_PROBLEM TO SOLVE:_ Please look for the string "lineWidth" below and report every line in which it occurs.

_AVAILABLE DATA:_
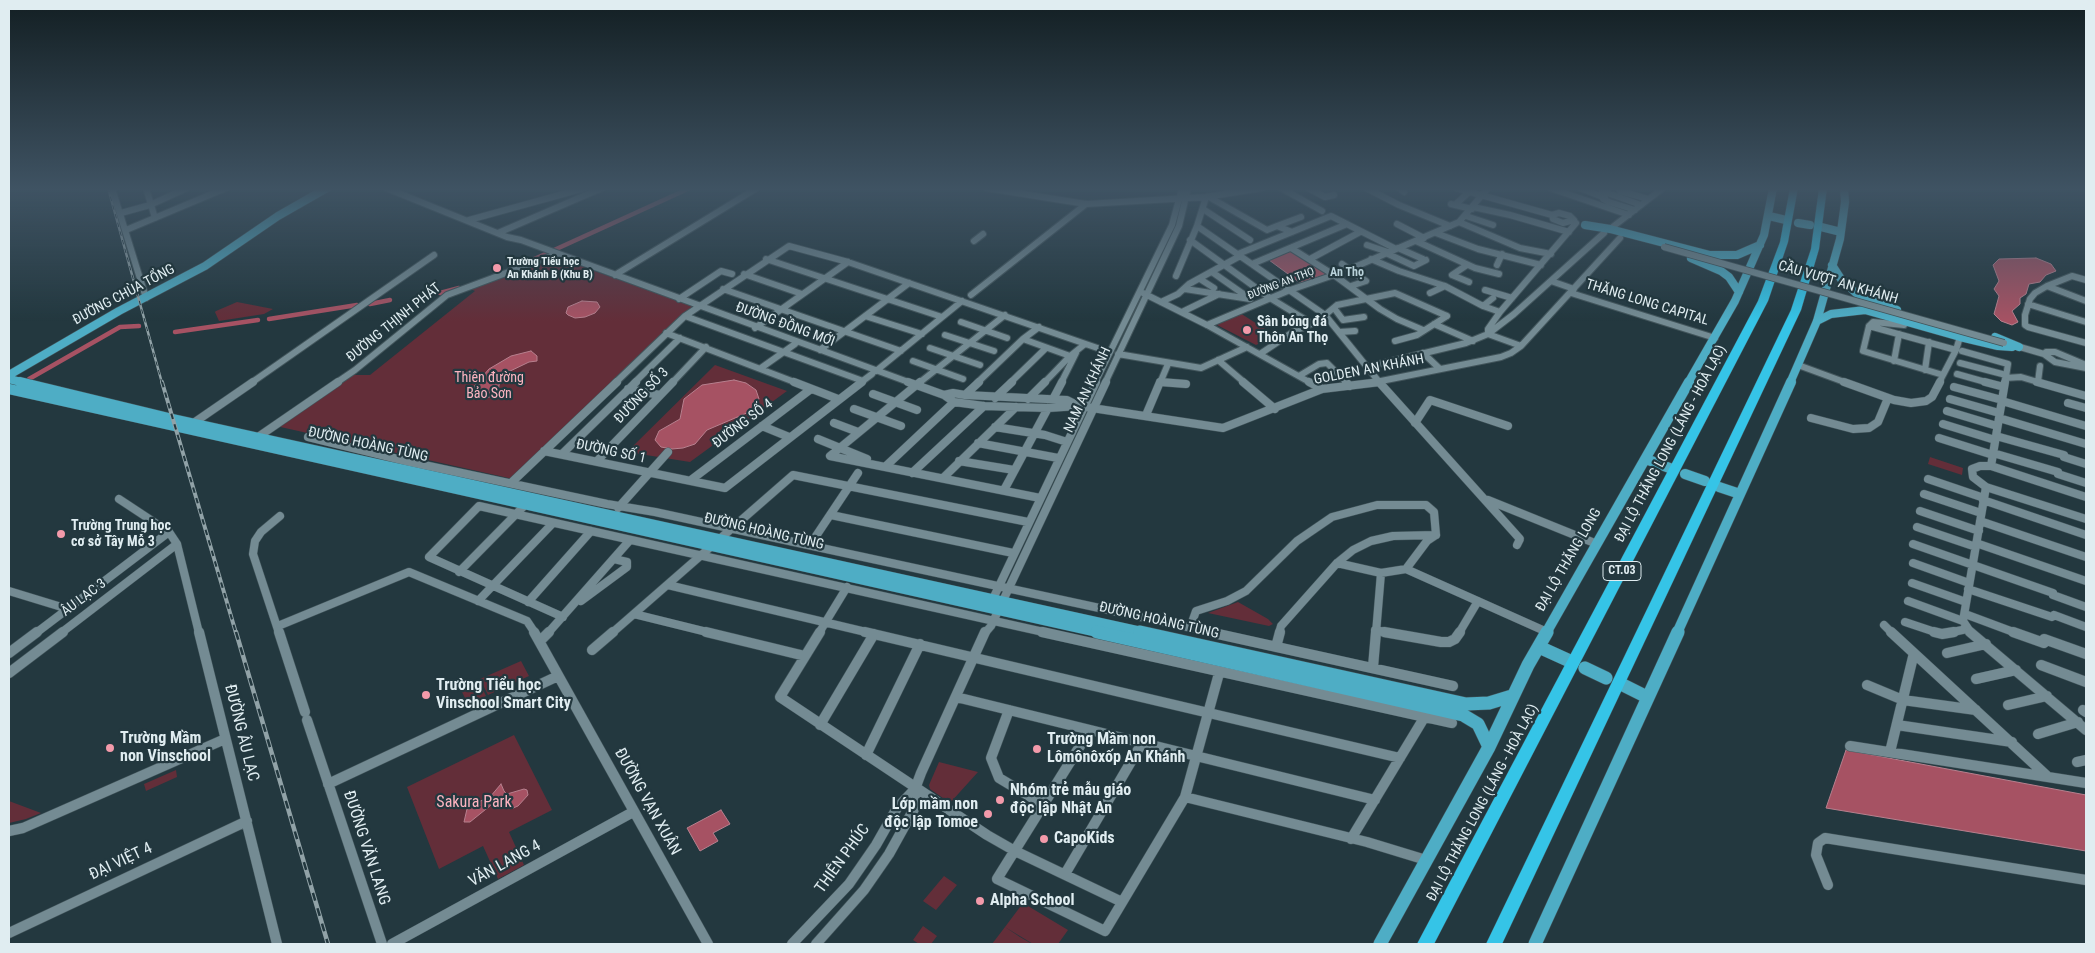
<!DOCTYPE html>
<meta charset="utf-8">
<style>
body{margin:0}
#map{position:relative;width:2095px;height:953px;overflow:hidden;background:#23383f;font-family:"Roboto Condensed",sans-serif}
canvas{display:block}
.frame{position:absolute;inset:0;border:10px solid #e0edf1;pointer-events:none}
</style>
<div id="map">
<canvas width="2095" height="953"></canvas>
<div class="frame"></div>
</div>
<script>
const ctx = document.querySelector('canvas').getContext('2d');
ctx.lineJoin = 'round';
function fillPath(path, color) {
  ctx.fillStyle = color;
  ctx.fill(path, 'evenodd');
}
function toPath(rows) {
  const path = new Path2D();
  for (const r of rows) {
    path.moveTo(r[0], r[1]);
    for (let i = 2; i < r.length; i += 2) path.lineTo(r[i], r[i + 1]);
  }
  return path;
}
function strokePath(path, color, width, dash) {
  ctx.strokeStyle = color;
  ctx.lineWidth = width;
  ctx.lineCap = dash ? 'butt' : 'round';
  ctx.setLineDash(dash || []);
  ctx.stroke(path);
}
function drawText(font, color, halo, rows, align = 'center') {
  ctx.font = font + ' "Roboto Condensed",sans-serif';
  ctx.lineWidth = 4.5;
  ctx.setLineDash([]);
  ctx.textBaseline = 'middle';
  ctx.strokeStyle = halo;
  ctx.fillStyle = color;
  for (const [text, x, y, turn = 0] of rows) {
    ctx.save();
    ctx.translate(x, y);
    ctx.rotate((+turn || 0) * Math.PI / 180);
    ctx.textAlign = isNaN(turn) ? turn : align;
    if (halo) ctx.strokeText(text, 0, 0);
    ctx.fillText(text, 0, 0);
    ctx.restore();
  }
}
fillPath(toPath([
 [555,257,693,306,513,479,276,426,352,375,370,375,475,291,469,288],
 [237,302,273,309,264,314,219,321,215,312,216,311],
 [1240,313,1276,336,1256,345,1215,324],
 [715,365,787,391,690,462,627,452],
 [1930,457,1963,468,1962,475,1928,464],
 [1238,602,1268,619,1273,624,1269,626,1208,613],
 [521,661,529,676,488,695,480,679],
 [478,680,486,696,468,704,460,688],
 [514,735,552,810,509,832,524,865,498,879,483,846,439,869,407,787],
 [939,762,978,772,950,803,930,789,929,785],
 [176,770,177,777,146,791,144,784],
 [9,801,41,813,26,819,9,823],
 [944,876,957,885,936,910,923,901],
 [1023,903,1068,930,1058,944,1033,944,1005,927],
 [923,926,937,936,931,944,919,944,913,940],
 [1005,927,1020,937,1032,944,992,944]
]), '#632e39');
const water = toPath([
 [1290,251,1327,272,1326,274,1304,282,1299,282,1269,260,1290,251],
 [2036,258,2051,264,2056,271,2046,275,2040,282,2029,284,2026,294,2020,298,2020,304,2012,311,2018,322,2012,325,2001,321,1994,314,1999,296,1994,289,1999,281,1993,265,1999,259,2036,258],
 [582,301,597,302,600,307,595,313,585,317,575,318,568,315,566,313,568,307,582,301],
 [531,351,537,356,537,361,529,362,504,374,499,385,498,394,484,399,472,395,475,385,489,369,511,356,531,351],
 [734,380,746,383,756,390,759,399,749,412,707,430,695,444,683,448,672,449,661,447,655,440,659,431,680,419,684,399,702,385,734,380],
 [1846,750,2086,795,2086,851,1826,808,1846,750],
 [501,784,504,791,507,794,524,789,527,790,528,795,518,806,513,808,505,801,496,801,470,822,464,822,467,809,471,805,490,797,501,784],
 [721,810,730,824,713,833,718,841,700,851,687,828,721,810]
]);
fillPath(water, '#a65263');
strokePath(water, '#b7808e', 1);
strokePath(toPath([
 [530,261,690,188],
 [440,293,459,288],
 [370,304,390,300],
 [269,319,357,305],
 [175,332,258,320],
 [29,379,120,327,139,326]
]), '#a65263', 4.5);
const minorFar2 = toPath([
 [112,188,146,298],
 [146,188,155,218],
 [386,188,507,237,521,240,911,383],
 [986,188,1086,204,1206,197,1262,188],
 [1281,188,1322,211],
 [1308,188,1325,197,1334,195],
 [1366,188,1399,205,1450,226],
 [1399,188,1404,192],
 [1456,188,1552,215],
 [1550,188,1629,215],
 [1580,188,1605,198,1603,199,1609,202,1635,210],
 [1602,191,1641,205],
 [1620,191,1648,199],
 [1209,197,1267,230,1277,226,1292,232],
 [1457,203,1469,192],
 [1451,204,1472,209],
 [1473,207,1510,215,1569,232],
 [1203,209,1250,240],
 [121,213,150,205,187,188],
 [1559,213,1570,216,1574,220,1563,223,1553,219,1552,215,1559,213],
 [1466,216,1493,225],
 [469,220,585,188],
 [1459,222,1520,248,1551,254],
 [1397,224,1424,238],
 [1197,226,1325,315,1380,383],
 [1277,226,1301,217],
 [1610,229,1663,188],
 [126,230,226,188],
 [498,233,602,188],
 [1436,233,1478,249,1541,265],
 [1190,240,1270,298,1311,323],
 [974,241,983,234],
 [1416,241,1475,268,1499,274],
 [1367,245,1388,252],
 [1291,248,1334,275],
 [1398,248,1423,259],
 [1386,253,1414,266,1426,260],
 [1238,254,1331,216,1396,249],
 [766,259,942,317],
 [1310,259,1360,232],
 [1371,259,1399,271,1445,286,1430,293],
 [1252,264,1347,224],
 [1342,264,1366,281,1351,286],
 [1467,265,1452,275,1469,282],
 [1497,265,1502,254],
 [1350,269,1459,222,1488,188],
 [1212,272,1249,298],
 [744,274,802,294],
 [615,275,757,188],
 [1334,275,1380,309,1397,319,1423,330],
 [1176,276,1197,226,1206,197],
 [1200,279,1214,288],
 [2086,280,2072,276,2047,286,2035,293,2030,299,2025,315,2025,325,2028,327,2086,343],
 [1551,281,1574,289],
 [1445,286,1483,306],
 [2047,286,2086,301],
 [723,289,901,351],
 [1185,289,1250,299],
 [1485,290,1512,298],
 [1143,293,1207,325,1311,383],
 [1571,293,1715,338],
 [971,295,1086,204],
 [1493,298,1483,306,1500,312],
 [679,299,721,271,732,274],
 [1161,302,1178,294,1189,284,1240,256],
 [2028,304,2086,322],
 [1334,308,1343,320,1364,317],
 [1182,312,1219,294],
 [1325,315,1337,305,1395,293,1447,316],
 [685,316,863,381],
 [865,316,922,334],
 [961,322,1007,338],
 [1434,324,1473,341],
 [1207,325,1290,290,1334,275],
 [1869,326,1873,322,1904,325],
 [1869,326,1956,350,1943,375,1863,351,1869,326],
 [755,328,848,262],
 [1339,332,1355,331],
 [666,333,797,383],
 [1488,334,1514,314,1604,233],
 [1488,334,1521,346],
 [945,335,994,351],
 [1023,339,1070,356],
 [1395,341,1417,335,1447,316],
 [2013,345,2044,354,2055,362,2086,368],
 [930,348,980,365],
 [820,350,909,283],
 [1956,350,1960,337],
 [1962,351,2008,364,2005,383],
 [1423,353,1440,369],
 [1118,354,1201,368,1247,347],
 [1260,354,1293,332,1327,317],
 [2044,354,2046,352,2055,352,2086,365],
 [1218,360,1245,383],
 [913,361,963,379],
 [1894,361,1899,334],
 [1960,363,2006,375],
 [1798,365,1847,383],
 [1367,367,1466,343,1488,334,1488,329,1500,312,1576,223],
 [761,368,795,344],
 [1925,370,1929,342],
 [876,371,962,301],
 [1957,374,1989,383],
 [1299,376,1319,364,1327,363,1347,383],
 [2005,378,2021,377,2041,383],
 [1160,382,1172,383],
 [2038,382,2040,366],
 [251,383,434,255],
 [336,383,355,370,447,295,557,254],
 [615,383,685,316,789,246,848,262,1109,352],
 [634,383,680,338],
 [672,383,706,347],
 [860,383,872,374],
 [919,383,1005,315],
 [977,383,1023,339,1039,327],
 [1010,383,1046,348],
 [1044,383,1070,356,1085,344],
 [1061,383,1076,353],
 [1095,383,1172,225,1182,188],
 [1105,383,1179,226,1188,188],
 [1160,383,1168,364],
 [1371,383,1501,357,1511,353,1521,346,1620,238],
 [1939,383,1943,375]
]);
const minorFar1 = toPath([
 [794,382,838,399],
 [908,382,944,395,954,402,984,406,1048,408,1079,406,1223,428,1322,389,1380,382],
 [920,382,830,456,1040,498],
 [1160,382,1186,384],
 [1243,382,1275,409],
 [1309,382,1322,389],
 [1346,382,1350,386],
 [1379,382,1520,539,1517,545],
 [1844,382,1894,400,1911,403,1926,401,1932,397,1940,382],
 [1985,382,2004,387],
 [2037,382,2086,396],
 [1954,387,2002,400],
 [628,389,660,395],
 [873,394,917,410],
 [944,395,953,393,965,395,979,382],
 [965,395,1067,400,1079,406],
 [995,398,1012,382],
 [1028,399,1045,382],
 [1053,399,1062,382],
 [1950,399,1999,413],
 [2002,401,2086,426],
 [2068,403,2086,408],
 [854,409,901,426],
 [1947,411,1997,426],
 [1146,415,1160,382],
 [1811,418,1853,429,1869,428,1878,422,1888,398],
 [1999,418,2086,444],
 [834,423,858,432],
 [1415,423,1430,400,1508,426],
 [192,424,253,382],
 [1943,424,1995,440],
 [762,426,789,437],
 [995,427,1045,435,1067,442],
 [1996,436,2064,455],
 [258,437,338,382],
 [308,437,410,462,607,504,655,512,1215,633],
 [1939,438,1993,455],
 [818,439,867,459,866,461],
 [978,443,1058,458],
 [544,451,725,488,862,382],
 [1993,453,2058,472],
 [562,454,636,382],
 [2064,457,2086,464],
 [597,461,673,382],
 [959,461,1014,470],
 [886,466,954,402],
 [1991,466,2005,382],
 [912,473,984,406],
 [2058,474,2086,483],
 [943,478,1016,407],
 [1928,479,1984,498],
 [691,480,811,389],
 [511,483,617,382],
 [1004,490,1048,408],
 [1924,494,1981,513],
 [2086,497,1991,466,1980,466,1972,469,1973,477,1986,487,2086,519],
 [119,499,169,532,177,544,199,633],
 [1488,500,1597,544],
 [1983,500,2086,535],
 [618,508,668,452],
 [1920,511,1979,531],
 [831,515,1013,553],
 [1980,521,2086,557],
 [1917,527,1976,547],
 [1976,543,2086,581],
 [1913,544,2053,593],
 [810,545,858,473],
 [1337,563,1381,573,1406,569,1547,632],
 [1913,563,1969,583],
 [1406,569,1427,541,1436,535],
 [459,572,525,505],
 [1912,583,1966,602],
 [668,585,870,633],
 [1968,589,2052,617],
 [9,591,68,609],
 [2053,595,2086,607],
 [478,601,553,523],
 [581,601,627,567,627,562,614,559],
 [1908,601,1963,621],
 [528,602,591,531],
 [991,603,1096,382],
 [634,614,711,633],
 [1965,614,2016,633],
 [2054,615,2086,627],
 [563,617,429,557,479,506,1048,633],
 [1905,622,1938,633],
 [1884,625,1892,633],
 [278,626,409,572,527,621,535,633],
 [1190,628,1196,611,1227,601,1246,591,1297,541,1332,517,1377,505,1426,505,1434,512,1436,535],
 [1375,630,1390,633],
 [36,633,169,532],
 [61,633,177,544],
 [279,633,253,554,255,541,261,532,280,516],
 [548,633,630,540],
 [612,633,793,475,1028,522],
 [819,633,847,587],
 [985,633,991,626,1106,382],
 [1279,633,1281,626,1337,563,1353,550,1371,541,1393,536,1436,535],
 [1376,633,1381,573],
 [1459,633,1478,601],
 [1948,633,1967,629],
 [1971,633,1963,621,1986,487]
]);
const minor = toPath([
 [199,632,277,944],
 [279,632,305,712],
 [534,632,708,944],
 [706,632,805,656],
 [820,632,780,697,987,835,1015,851,1122,902],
 [865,632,1400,758],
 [1042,632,1452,723],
 [1209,632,1453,686],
 [1384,632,1441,642,1449,642,1455,639,1460,632],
 [1891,632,2047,776],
 [1934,632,1942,634,1954,632],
 [1970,632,2086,730],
 [2013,632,2044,643],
 [2044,639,2086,654],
 [540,641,549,632],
 [1276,647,1280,632],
 [592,650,613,632],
 [9,653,37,632],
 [1947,653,1986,644],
 [2041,665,2086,682],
 [1373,667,1376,632],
 [9,673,63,632],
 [1976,679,2016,670],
 [1867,685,1903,700,1976,710],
 [956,697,1375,800],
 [2008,705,2047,696],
 [1009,710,991,758,999,778,1044,805],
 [2083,710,2086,712],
 [307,720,382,944],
 [820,725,874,634],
 [1897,725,2012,742],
 [1090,730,997,879,1105,931,1185,797,1218,677],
 [2038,734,2078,722],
 [1850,746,2086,783],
 [1890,752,1914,653],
 [866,755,920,644],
 [2077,762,2086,760],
 [328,784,558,676],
 [1185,797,1367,842,1426,860],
 [9,831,23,828,225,739],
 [1351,839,1424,718],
 [1065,874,1142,743],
 [1828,885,1816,855,1818,843,1825,838,2086,880],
 [9,933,247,821],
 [392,944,633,812],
 [792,944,849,884,876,845,897,808,915,789],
 [816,944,864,890,889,854,914,809,915,789,921,773,985,632]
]);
const majorFar2 = toPath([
 [1769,216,1786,220],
 [1798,223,1810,225],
 [1585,225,1610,229,1710,255,1737,255,1760,245],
 [1821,227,1841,232],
 [1691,258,1721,271,1729,277,1739,292],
 [1832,265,1841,279,1856,293,1897,310],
 [1817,321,1831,314,1865,310,1960,337,1998,346,2012,347],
 [1995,337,2019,347],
 [9,375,119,311,205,266,278,216,327,188],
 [9,379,25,383],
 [1688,383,1735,301,1764,235,1773,188],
 [1790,383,1817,321,1840,239,1845,202,1844,188]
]);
const majorFar1 = toPath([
 [20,382,173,419,1146,633],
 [9,389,1102,633],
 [1646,459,1672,469],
 [1685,474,1705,481],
 [1719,487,1740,494],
 [1546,633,1689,382],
 [1677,633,1791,382]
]);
const major = toPath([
 [1097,632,1463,715,1478,724,1489,747],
 [1140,632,1466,704,1489,703,1512,696],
 [1539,647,1572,662],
 [1585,668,1606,678],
 [1623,685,1647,697],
 [1380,944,1489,747,1528,665,1547,632],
 [1535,944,1678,632]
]);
const highway = toPath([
 [1790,188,1798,188,1788,242,1768,301,1434,944,1417,944,1758,301,1780,242,1790,188],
 [1819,188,1827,188,1819,249,1801,310,1502,944,1486,944,1791,310,1811,249,1819,188]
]);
strokePath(minorFar2, '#42555b', 8);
strokePath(minorFar1, '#42555b', 9);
strokePath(minor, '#42555b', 11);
strokePath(majorFar2, '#42555b', 9);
strokePath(majorFar1, '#42555b', 11);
strokePath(major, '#42555b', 14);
strokePath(highway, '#42555b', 1);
strokePath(minorFar2, '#748b93', 6);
strokePath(minorFar1, '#748b93', 8);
strokePath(minor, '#748b93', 10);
strokePath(majorFar2, '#4eadc5', 8);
strokePath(majorFar1, '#4eadc5', 10);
strokePath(major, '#4eadc5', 13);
fillPath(highway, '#35c4e7');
const railFar2 = toPath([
 [108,188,162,383]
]);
const railFar1 = toPath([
 [162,382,236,633]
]);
const rail = toPath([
 [236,632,328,944]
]);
strokePath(railFar2, '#91a2a7', 2.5);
strokePath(railFar1, '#91a2a7', 4);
strokePath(rail, '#91a2a7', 4.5);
strokePath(railFar2, '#23383f', 1, [4.5]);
strokePath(railFar1, '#23383f', 2, [5.5]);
strokePath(rail, '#23383f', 2.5, [8]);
const minorBridge = toPath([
 [1664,247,2004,343]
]);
strokePath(minorBridge, '#42555b', 8, []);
strokePath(minorBridge, '#748b93', 6);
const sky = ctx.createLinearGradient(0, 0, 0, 321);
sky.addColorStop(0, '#131f23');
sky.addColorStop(0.59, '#3f5363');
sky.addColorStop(1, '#3f536300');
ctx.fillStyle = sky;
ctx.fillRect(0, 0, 2095, 321);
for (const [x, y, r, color] of [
 [497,268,5,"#f39aaa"],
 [1247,330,5,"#f39aaa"],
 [61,534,5,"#f39aaa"],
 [426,695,5,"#f39aaa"],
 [110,748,5,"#f39aaa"],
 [1037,749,5,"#f39aaa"],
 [1000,800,5,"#f39aaa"],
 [988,814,5,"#f39aaa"],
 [1044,839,5,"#f39aaa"],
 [980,901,5,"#f39aaa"]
]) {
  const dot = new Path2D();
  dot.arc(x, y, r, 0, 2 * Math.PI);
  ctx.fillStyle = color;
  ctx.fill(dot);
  strokePath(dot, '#23383f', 2);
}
drawText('bold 11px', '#e0edf1', '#23383f', [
 ["Trường Tiểu học",507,262],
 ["An Khánh B (Khu B)",507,275]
], 'left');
drawText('11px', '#e0edf1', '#23383f', [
 ["ĐƯỜNG AN THỌ",1281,284,-21]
]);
drawText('bold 12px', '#b9d2da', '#23383f', [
 ["An Thọ",1347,273]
]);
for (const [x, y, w] of [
 [1622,571,38]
]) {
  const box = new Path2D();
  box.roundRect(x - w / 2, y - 9.5, w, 19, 4);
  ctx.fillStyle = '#23383f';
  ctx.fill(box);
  strokePath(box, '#e0edf1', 1);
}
drawText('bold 12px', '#e0edf1', null, [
 ["CT.03",1622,571]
]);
drawText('14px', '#e0edf1', '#23383f', [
 ["CẦU VƯỢT AN KHÁNH",1838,283,16],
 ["ĐƯỜNG CHÙA TỔNG",124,295,-28],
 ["THĂNG LONG CAPITAL",1647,303,17],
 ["ĐƯỜNG THỊNH PHÁT",394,323,-39],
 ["ĐƯỜNG ĐỒNG MỚI",785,325,20],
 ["GOLDEN AN KHÁNH",1369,370,-11],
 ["NAM AN KHÁNH",1088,390,-65],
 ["ĐƯỜNG SỐ 3",642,396,-46],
 ["ĐƯỜNG SỐ 4",743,424,-37],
 ["ĐẠI LỘ THĂNG LONG (LÁNG - HOÀ LẠC)",1671,444,-62],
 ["ĐƯỜNG HOÀNG TÙNG",368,445,12],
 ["ĐƯỜNG SỐ 1",611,452,12],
 ["ĐƯỜNG HOÀNG TÙNG",764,532,13],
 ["ĐẠI LỘ THĂNG LONG",1569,560,-60],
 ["ÂU LẠC 3",84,598,-37],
 ["ĐƯỜNG HOÀNG TÙNG",1159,621,13],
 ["ĐẠI LỘ THĂNG LONG (LÁNG - HOÀ LẠC)",1483,803,-62]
]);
drawText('bold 14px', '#e0edf1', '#23383f', [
 ["Sân bóng đá",1257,322],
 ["Thôn An Thọ",1257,338],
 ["Trường Trung học",71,526],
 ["cơ sở Tây Mỗ 3",71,542]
], 'left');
drawText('14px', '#fcb4c0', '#23383f', [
 ["Thiên đường",489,378],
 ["Bảo Sơn",489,394]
]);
drawText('bold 16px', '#e0edf1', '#23383f', [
 ["Trường Tiểu học",436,686],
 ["Vinschool Smart City",436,704],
 ["Trường Mầm",120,739],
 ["non Vinschool",120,757],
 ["Trường Mầm non",1047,740],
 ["Lômônôxốp An Khánh",1047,758],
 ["Nhóm trẻ mẫu giáo",1010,791],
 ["độc lập Nhật An",1010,809],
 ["Lớp mầm non",978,805,"right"],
 ["độc lập Tomoe",978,823,"right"],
 ["CapoKids",1054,839],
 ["Alpha School",990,901]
], 'left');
drawText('16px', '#e0edf1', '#23383f', [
 ["ĐƯỜNG ÂU LẠC",241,733,76],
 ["ĐƯỜNG VẠN XUÂN",647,802,61],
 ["ĐƯỜNG VĂN LANG",366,848,72],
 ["THIÊN PHÚC",843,859,-54],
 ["ĐẠI VIỆT 4",121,862,-25],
 ["VĂN LANG 4",505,864,-29]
]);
drawText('16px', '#fcb4c0', '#23383f', [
 ["Sakura Park",474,803]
]);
</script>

_ANSWER BELOW:_
  ctx.lineWidth = width;
  ctx.lineWidth = 4.5;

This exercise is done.